Records drawn from a dataset
----
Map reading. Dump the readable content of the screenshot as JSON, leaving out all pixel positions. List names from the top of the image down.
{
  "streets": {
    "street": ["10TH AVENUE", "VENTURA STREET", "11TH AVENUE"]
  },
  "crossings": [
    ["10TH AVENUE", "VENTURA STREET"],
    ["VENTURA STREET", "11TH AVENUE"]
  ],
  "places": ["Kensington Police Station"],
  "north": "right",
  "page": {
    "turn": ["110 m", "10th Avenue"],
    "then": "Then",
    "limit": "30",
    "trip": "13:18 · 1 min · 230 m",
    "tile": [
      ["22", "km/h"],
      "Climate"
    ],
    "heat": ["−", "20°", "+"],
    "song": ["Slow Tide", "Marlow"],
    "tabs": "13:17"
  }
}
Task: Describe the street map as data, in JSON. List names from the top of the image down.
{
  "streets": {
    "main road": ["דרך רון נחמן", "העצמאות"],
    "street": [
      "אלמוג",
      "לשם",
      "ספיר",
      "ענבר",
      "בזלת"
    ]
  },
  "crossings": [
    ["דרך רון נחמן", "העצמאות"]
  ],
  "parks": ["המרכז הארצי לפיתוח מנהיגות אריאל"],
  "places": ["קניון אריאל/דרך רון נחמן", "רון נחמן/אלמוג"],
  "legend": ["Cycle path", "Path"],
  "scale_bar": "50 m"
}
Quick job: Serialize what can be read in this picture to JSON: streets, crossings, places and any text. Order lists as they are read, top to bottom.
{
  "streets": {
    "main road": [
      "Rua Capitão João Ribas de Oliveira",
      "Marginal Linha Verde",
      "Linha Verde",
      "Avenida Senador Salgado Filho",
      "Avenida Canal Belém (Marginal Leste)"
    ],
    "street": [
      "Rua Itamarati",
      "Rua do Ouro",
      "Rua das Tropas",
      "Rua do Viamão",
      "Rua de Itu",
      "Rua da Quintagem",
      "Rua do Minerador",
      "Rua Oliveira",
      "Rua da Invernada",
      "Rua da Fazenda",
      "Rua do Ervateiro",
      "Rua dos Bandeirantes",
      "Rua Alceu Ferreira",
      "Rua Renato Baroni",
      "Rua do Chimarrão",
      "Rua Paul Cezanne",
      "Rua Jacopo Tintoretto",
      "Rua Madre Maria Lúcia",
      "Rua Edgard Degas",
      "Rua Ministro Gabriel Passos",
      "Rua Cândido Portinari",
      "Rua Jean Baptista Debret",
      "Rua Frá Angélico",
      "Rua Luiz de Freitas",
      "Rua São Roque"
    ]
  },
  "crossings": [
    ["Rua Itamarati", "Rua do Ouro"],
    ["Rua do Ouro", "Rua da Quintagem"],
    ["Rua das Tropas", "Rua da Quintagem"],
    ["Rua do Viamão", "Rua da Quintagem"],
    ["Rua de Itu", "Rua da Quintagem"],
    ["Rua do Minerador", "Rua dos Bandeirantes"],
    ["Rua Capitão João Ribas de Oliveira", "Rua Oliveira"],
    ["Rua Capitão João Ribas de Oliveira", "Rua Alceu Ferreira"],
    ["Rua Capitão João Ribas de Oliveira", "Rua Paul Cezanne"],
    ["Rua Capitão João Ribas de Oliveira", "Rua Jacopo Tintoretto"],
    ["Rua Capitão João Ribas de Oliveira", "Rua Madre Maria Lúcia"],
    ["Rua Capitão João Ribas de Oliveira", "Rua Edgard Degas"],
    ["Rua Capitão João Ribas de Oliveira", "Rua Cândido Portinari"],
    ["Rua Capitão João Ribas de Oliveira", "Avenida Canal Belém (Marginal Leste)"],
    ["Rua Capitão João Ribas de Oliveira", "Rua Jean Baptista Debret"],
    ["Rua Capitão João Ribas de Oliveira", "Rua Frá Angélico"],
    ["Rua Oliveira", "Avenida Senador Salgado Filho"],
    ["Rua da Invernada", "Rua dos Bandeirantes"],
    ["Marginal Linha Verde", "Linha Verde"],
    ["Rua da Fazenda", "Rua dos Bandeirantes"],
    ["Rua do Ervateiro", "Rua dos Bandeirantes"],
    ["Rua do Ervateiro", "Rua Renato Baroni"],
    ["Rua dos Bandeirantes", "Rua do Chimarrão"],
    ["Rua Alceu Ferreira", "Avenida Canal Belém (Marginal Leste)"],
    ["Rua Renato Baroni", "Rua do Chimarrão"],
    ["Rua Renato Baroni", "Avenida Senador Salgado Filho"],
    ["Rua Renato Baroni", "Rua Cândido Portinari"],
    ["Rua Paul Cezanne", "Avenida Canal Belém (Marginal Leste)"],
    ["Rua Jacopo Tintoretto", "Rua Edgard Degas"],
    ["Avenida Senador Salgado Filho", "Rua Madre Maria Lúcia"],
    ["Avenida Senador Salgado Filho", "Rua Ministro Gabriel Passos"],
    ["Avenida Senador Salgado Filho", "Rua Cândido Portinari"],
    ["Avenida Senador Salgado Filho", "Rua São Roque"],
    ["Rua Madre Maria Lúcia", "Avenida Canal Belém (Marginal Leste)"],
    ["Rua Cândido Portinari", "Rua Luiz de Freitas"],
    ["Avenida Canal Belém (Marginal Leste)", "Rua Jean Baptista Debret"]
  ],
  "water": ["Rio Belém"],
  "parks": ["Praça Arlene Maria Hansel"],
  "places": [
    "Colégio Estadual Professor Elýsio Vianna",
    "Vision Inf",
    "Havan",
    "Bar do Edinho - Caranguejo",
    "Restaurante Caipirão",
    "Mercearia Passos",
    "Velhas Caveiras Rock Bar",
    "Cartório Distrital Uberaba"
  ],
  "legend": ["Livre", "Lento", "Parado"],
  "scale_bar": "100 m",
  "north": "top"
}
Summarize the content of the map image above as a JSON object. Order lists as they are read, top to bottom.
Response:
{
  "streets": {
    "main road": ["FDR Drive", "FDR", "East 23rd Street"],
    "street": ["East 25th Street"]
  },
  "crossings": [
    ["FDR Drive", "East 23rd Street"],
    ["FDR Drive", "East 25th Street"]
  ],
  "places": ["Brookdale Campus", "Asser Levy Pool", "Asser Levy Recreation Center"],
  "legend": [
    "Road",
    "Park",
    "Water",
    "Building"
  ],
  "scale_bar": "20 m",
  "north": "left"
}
----
TASK INSTRUCTIONS: Go through the lines above and copy any that contain "Debret".

RESPONSE TO THE EXERCISE:
      "Rua Jean Baptista Debret",
    ["Rua Capitão João Ribas de Oliveira", "Rua Jean Baptista Debret"],
    ["Avenida Canal Belém (Marginal Leste)", "Rua Jean Baptista Debret"]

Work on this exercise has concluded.